Me dirán que hay curas marxistas, que existe una teología de la liberación, que hay misioneros que nada tienen que ver con la jerarquía vaticana. Nadie se engañe: a lo sumo, hay buenas personas que, por comodidad, ignorancia o desconocimiento, adhieren el doctrinario cristiano y se creen que la Iglesia es cosa distinta. No es así. En el invento del cristianismo, quedó fijada toda una (anti)ética desconocida hasta entonces: una creencia artificial, elaborada, mezcla de mitologías y de judaísmo, sin que lograra conservar la grandeza de las primeras ni la nobleza del segundo.
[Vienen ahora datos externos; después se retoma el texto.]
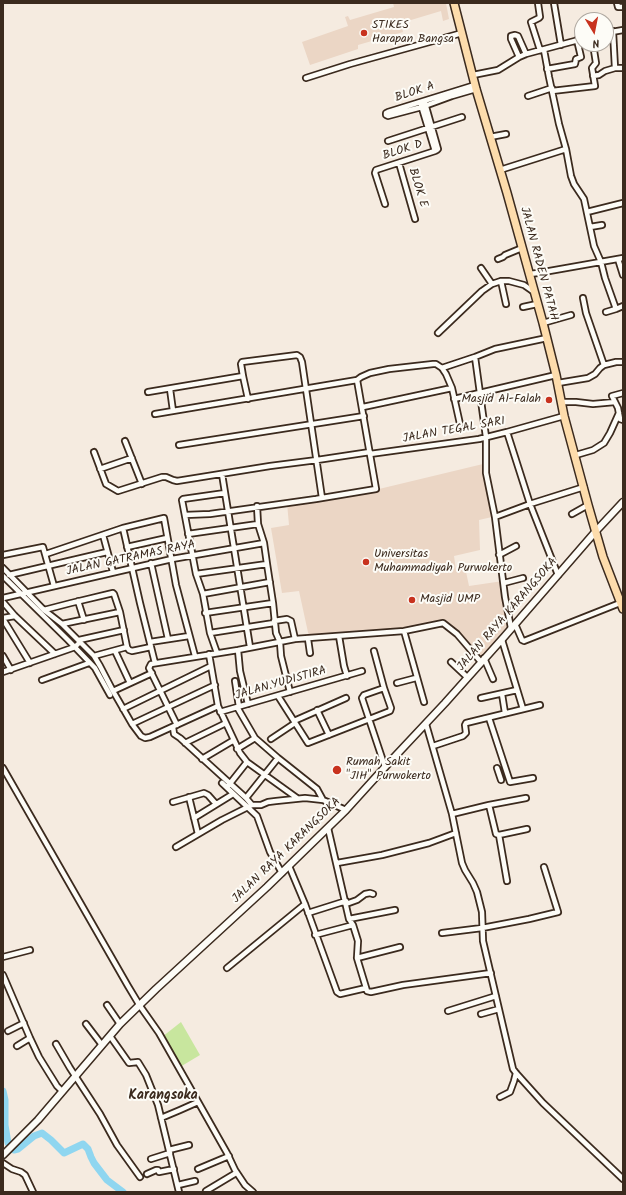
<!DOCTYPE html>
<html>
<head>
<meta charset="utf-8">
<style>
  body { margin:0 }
  #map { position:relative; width:626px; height:1195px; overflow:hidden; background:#f5ebe0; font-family:Kalam,sans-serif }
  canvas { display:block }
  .frame { position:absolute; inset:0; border:4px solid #3b2a1e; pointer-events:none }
  .north { position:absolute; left:574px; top:12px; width:40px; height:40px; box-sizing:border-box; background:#fdfcf7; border:1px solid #afa8a0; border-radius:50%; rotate:170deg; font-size:11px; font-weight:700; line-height:16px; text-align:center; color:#3b2a1e }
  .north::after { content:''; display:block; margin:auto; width:14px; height:18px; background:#c8321e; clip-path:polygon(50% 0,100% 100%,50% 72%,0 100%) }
</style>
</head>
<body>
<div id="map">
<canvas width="626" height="1195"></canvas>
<div class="frame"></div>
<div class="north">N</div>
</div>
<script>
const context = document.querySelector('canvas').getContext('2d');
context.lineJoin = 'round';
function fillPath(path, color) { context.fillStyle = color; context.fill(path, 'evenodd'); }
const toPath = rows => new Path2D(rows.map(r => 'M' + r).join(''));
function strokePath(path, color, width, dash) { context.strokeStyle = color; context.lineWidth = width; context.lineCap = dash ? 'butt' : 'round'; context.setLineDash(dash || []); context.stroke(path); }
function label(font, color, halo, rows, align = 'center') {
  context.font = font + ' Kalam,sans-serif'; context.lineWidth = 4; context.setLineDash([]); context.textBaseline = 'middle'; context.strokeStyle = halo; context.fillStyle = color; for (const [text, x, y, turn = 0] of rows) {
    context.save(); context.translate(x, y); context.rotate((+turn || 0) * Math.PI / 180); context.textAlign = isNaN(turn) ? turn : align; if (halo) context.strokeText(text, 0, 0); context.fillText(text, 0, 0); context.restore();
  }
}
fillPath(toPath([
  [393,3,446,3,449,19,443,21,441,11,401,23,403,32,358,45,358,49,310,65,302,42,348,26,345,17,348,16,350,20,394,7],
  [483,464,492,517,479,520,480,550,454,556,456,570,465,567,469,586,503,581,510,628,481,661,442,622,397,630,309,637,299,591,282,593,271,528,289,525,287,503,379,489]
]), '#ebd6c5');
fillPath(toPath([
  [181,1022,200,1055,180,1067,162,1037]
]), '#c8e69e');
strokePath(toPath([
  [3,1091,5,1100,5,1125,8,1143,14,1150,18,1149,34,1136,42,1133,51,1140,64,1153,83,1144,88,1149,91,1157,94,1163,107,1180,123,1192]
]), '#8fd6f0', 7);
const street = toPath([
  [538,3,540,17,539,18,531,22,540,50],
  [554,3,561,45],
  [617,3,618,7,623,7],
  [613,31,615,68],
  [606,33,623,30],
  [544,50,549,77,559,124,566,149,571,176,574,184,584,199,594,246,601,262,605,278,616,309,623,306],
  [519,57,511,39,511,36,515,35,518,36,526,54],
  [547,69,575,64,576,59,581,57,577,40],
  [473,75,498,70,519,57,526,54,582,39],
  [593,76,599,75,605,71,615,68,623,68],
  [306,78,350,64,462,33],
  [475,85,388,112,386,113,386,115,388,116,422,107,452,96,476,89],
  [552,91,595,86,592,68,596,63,593,44],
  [528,96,552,88],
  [425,103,438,149,437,150,435,151],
  [421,105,435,151],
  [490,137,506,134],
  [388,141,462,117],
  [399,163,415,219],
  [500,170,566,149],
  [385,204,375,173,376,170,435,151],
  [587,212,623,203],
  [590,227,602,225],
  [498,259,503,257,505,255,522,248],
  [618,259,623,275],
  [481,268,492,284],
  [529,274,538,273,623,258],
  [501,281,506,304],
  [583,298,586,313,604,365],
  [523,307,537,304],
  [606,312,616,309],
  [543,323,571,315],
  [438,333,482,291,492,284,501,281,509,281,524,285,534,292],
  [475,357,486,437,486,473,495,517,505,597,511,628],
  [442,368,475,357,495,349,547,338],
  [243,376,248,399],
  [558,383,588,378,595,374,600,368,604,365,616,362,623,362],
  [170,389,173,411],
  [148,392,243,376,241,364,242,362,297,355,300,357,302,362,322,498],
  [623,393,612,396,618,408,620,419,623,420],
  [454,399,556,375],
  [561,402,576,402,593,404,615,402],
  [363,407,452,388],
  [155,414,357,380,361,377,370,373,389,369,433,364,436,364,442,368,446,374,452,388,460,424],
  [507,432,530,504,558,575],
  [125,441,142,484],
  [179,445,364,416],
  [94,452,106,484,118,491,162,477,166,477,173,480,177,481,270,466,317,460,370,452],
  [370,454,479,439,507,432,564,416],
  [576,455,593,450,604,443,610,433,619,413],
  [100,469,132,458],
  [222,474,250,647],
  [257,506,258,524,264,543,267,564,273,603,276,633,280,642,281,656,290,692],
  [572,514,588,505],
  [185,515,210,514,316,499,376,489,357,380],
  [495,517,530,504,584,487],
  [123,528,140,603,155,663],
  [188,534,258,524],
  [103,535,113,572],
  [127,547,167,538],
  [46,554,123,528,164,518,176,585,195,656],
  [3,555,43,547,54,586],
  [499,555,516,546],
  [151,563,168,639],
  [3,568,44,610,62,624,94,656,100,666,113,691,132,724,141,736,145,738,150,737,218,706],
  [196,574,267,564],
  [9,575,107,552],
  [3,576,68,640,95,668,110,695],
  [504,583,523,578],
  [203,594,270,582],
  [3,598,172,559,264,543],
  [78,601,84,620],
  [3,602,15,616,55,654],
  [44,610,71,603,113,593,114,594,120,612,127,647,94,656],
  [205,613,273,603],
  [3,618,15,616],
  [3,619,30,663],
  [274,621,287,619,291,621,295,639],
  [62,624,120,612],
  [515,624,522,640,524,641,620,603],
  [404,631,424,702],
  [210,633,274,623],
  [339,636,344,666,347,676],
  [308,639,310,653],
  [79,640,124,630],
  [502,640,523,709],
  [150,642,189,636],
  [127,647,129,650,132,651,151,647],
  [238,650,240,671,248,704],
  [115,651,130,683],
  [217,653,210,633,203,594,196,574,182,500,183,499,225,493],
  [209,654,218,706,240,753,247,762,297,798],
  [3,656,11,670],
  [484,658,493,679],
  [451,662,467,677],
  [3,672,75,647,80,642],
  [42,680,89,663],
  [235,681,239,707],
  [397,683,416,678],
  [384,688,364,695,362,698,385,767],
  [113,691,152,673],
  [502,694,505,713],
  [278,696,308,743,390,711,391,708,384,688,374,651],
  [481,698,517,690],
  [237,707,255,738,278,758,317,789,323,800],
  [123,709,211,666],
  [317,710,329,735],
  [220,712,362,671],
  [489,718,510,782,533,778],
  [294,721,346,698],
  [132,724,215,685],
  [426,724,452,814,462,863,465,870,473,883,477,892,482,912,483,941,513,1069,516,1073,543,1103,623,1179],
  [177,725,149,668,151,664,238,650,295,639,404,631,443,623,457,634,481,662],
  [173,727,174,734,180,738,246,798,252,805],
  [271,739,295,723],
  [185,743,226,723],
  [433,746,463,736,466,733,465,725,466,723,540,705],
  [237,749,255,738],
  [202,759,234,740],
  [3,768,128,986,140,1006,159,1033,188,1084,227,1153,235,1170,245,1185,253,1192],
  [497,768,501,780],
  [222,783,257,816,270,852,282,873],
  [228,786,247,762],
  [189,797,198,834],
  [246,798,278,758],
  [173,802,204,793,208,795,216,804],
  [489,805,496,834,499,835,507,881],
  [452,814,489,805,526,798],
  [194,818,233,794],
  [328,828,349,919,353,925,358,941,357,958,367,991,371,992,403,985,491,973],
  [499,835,527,829],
  [176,847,222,820,252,805,261,805,268,802,276,801,305,798,323,800,346,810],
  [337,863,382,855,429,843,456,833],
  [289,866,305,904,337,992,340,994,366,988],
  [346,904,357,900,365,894,370,893,373,894],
  [308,913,346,901],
  [349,919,395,910],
  [442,933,482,928,529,919,558,912,544,867],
  [315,935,353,925],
  [3,957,30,950],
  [357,958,400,947],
  [227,968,305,904],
  [3,975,30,1038,39,1057,57,1086,62,1091],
  [107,1005,120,1024],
  [448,1011,496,996],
  [481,1014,499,1009],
  [86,1024,102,1045],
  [8,1031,24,1023],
  [110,1036,129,1063,138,1062,146,1075,158,1105,179,1192],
  [56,1044,70,1068,100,1114,117,1145,140,1177],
  [17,1046,30,1038],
  [500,1097,510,1092,514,1081,516,1073],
  [161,1118,180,1110,198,1102],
  [169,1150,189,1145],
  [151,1159,170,1153],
  [3,1163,12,1169,21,1172,25,1175,33,1192],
  [198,1169,229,1156],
  [147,1174,156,1170,158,1170,159,1172,174,1169],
  [178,1185,195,1181],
  [206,1191,236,1173]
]);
const secondary = toPath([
  [3,1155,38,1120,120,1024,156,989,267,887,346,810,385,767,445,703,504,637,596,531,623,502]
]);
const primary = toPath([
  [454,3,476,89,507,193,543,323,556,375,564,416,588,505,603,557,623,609]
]);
strokePath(street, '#3b2a1e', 8);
strokePath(secondary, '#3b2a1e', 9);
strokePath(primary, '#3b2a1e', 10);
strokePath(street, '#fdfcf7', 4.5);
strokePath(secondary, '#fdfcf7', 6);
strokePath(primary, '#fddcac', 7);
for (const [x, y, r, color] of [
  [364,33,4,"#c8321e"],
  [549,400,4,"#c8321e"],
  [366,562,4,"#c8321e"],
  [412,600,4,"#c8321e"],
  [337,770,5,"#c8321e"]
]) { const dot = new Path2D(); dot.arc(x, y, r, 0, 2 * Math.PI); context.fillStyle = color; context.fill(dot); strokePath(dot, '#fdfcf7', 1.5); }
label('12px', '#3b2a1e', '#fdfcf7', [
  ["STIKES",372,26],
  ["Harapan Bangsa",372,40],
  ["Masjid Al-Falah",541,400,"right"],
  ["Universitas",374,555],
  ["Muhammadiyah Purwokerto",374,569],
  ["Masjid UMP",420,600],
  ["Rumah Sakit",346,763],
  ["\"JIH\" Purwokerto",346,777]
], 'left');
label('12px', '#3b2a1e', '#fdfcf7', [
  ["BLOK A",415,93,-18],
  ["BLOK D",403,151,-18],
  ["BLOK E",417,188,73],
  ["JALAN RADEN PATAH",538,264,75],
  ["JALAN TEGAL SARI",454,431,-10],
  ["JALAN GATRAMAS RAYA",131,559,-12],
  ["JALAN RAYA KARANGSOKA",508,615,-49],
  ["JALAN.YUDISTIRA",281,684,-16],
  ["JALAN RAYA KARANGSOKA",287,851,-44]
]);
label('bold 14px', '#3b2a1e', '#fdfcf7', [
  ["Karangsoka",163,1097]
]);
</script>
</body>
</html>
Porque el cristianismo transforma la moral judía, al punto de hacerla irreconocible: así, el judaísmo no admite nombrar ni representar a Dios, ni beatificar o santificar a nadie, ni hacer peticiones a un muerto (tal como efectivamente construye la imaginería cristiana); ni crear estatuas, que se consideran ídolos; ni recrearse en la muerte, ni exponer a un cadáver a vista pública durante días (práctica habitual entre cristianos y paganos de todo signo); ni la intermediación en la relación de cada hombre con Dios (por eso no existe la confesión); quedan terminantemente prohibidos evangelización o proselitismos; no se niega la vida, en sus goces ni en sus miserias; ni se admitiría la procesión de un hombre magullado, víctima de escarnio. El cristianismo no hereda los valores del judaísmo ni los de las mitologías: la fuerza que éstas priorizan; la exaltación de la voluntad humana; la capacidad del hombre, frente a los dioses; el libre albedrío.
Al cristianismo no interesa la ciencia, como, efectivamente, desde siempre, interesó tanto al judaísmo como a las tradiciones paganas, desde Egipto, Grecia o Roma. Sin embargo, se asienta en mitad del escenario, y acaba barriendo con todos los cultos que le salen al paso. Algo tendrá la Iglesia, para haberse extendido en esa forma, por todos los países y en todos los tiempos. Algo tendrá, algo tiene: poder e infraestructura. Que compensan holgadamente la falta de veracidad.